Copy, from the entries below, each line in which the string "Burghstraat" appears.

┌─ Extracted records

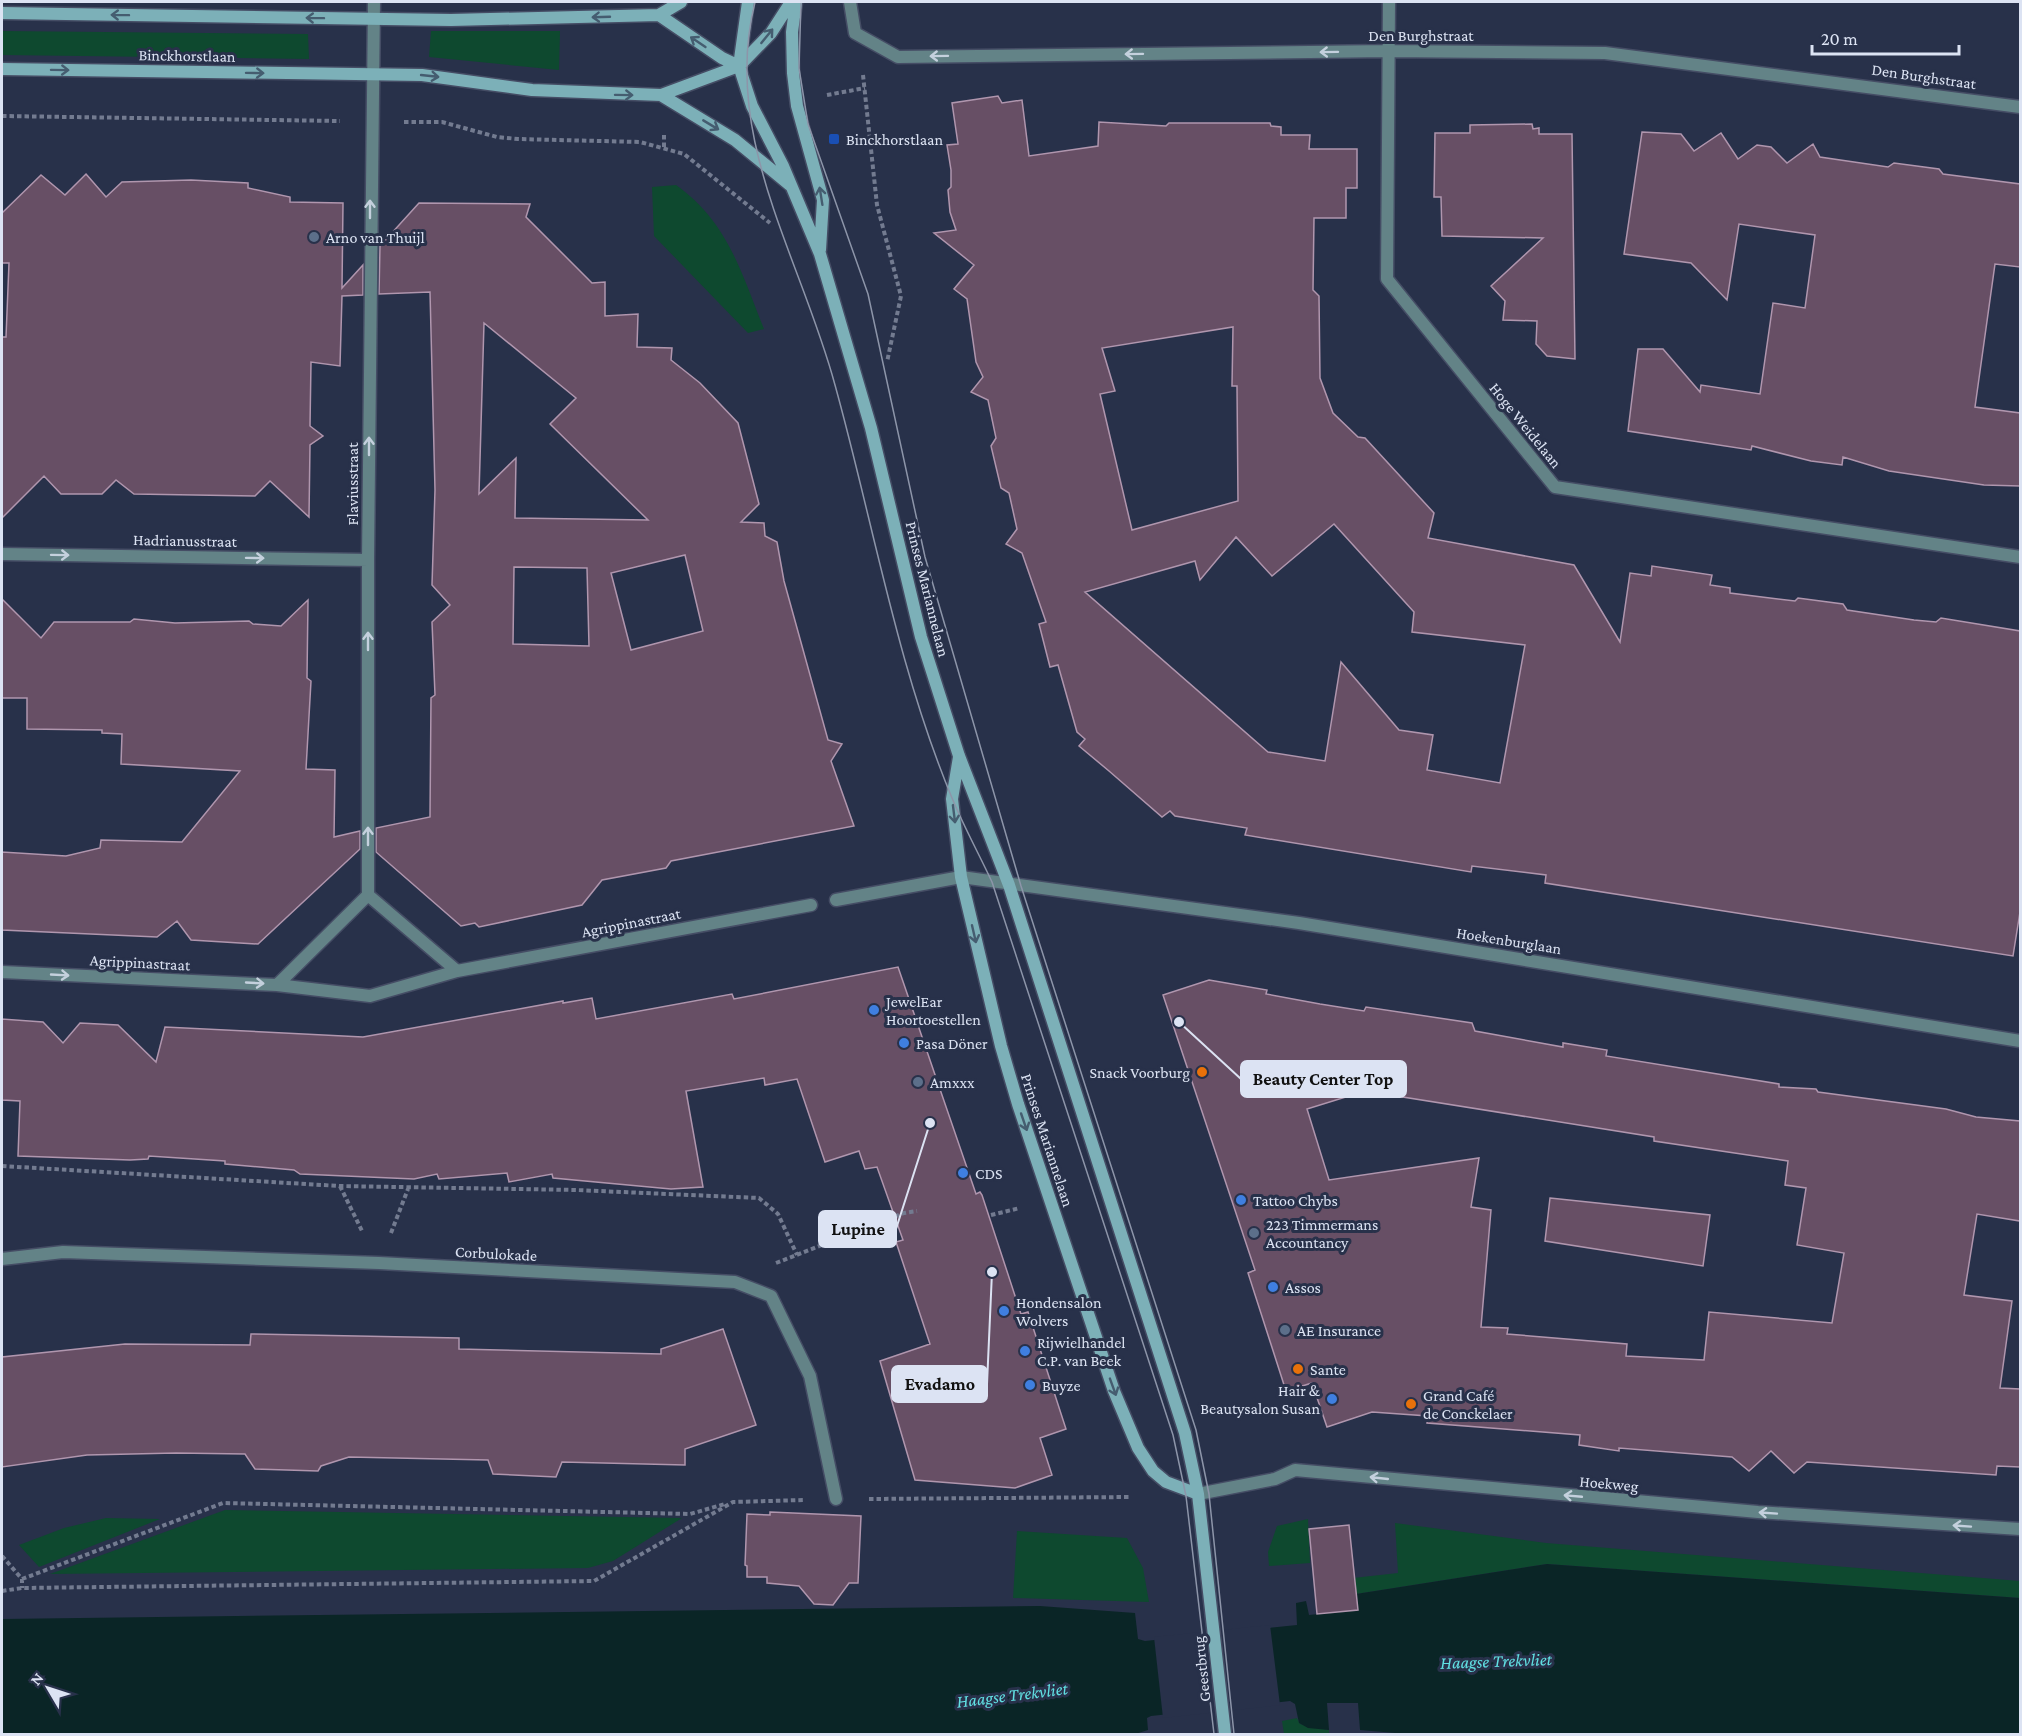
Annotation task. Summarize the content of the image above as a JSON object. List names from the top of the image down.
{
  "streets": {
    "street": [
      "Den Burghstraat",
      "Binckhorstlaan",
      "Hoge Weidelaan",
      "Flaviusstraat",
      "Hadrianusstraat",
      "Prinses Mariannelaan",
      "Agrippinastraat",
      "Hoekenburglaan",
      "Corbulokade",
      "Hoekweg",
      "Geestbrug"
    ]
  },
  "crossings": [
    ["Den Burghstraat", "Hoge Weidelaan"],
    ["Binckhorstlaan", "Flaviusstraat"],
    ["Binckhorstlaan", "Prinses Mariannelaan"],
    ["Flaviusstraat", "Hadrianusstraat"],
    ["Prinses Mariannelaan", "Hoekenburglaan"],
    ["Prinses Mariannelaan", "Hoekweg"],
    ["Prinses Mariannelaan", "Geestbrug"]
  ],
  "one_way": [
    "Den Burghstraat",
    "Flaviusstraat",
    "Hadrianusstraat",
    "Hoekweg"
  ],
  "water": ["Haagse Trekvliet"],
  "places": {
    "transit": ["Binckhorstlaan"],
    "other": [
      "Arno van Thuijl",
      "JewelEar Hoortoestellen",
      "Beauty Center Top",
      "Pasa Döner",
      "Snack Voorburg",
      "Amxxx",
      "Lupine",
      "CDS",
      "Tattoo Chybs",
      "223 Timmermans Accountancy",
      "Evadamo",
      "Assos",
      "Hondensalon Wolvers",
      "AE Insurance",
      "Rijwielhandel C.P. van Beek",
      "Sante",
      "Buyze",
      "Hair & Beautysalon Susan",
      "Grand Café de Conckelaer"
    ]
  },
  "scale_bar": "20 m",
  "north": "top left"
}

└─

Worked solution:
      "Den Burghstraat",
    ["Den Burghstraat", "Hoge Weidelaan"],
    "Den Burghstraat",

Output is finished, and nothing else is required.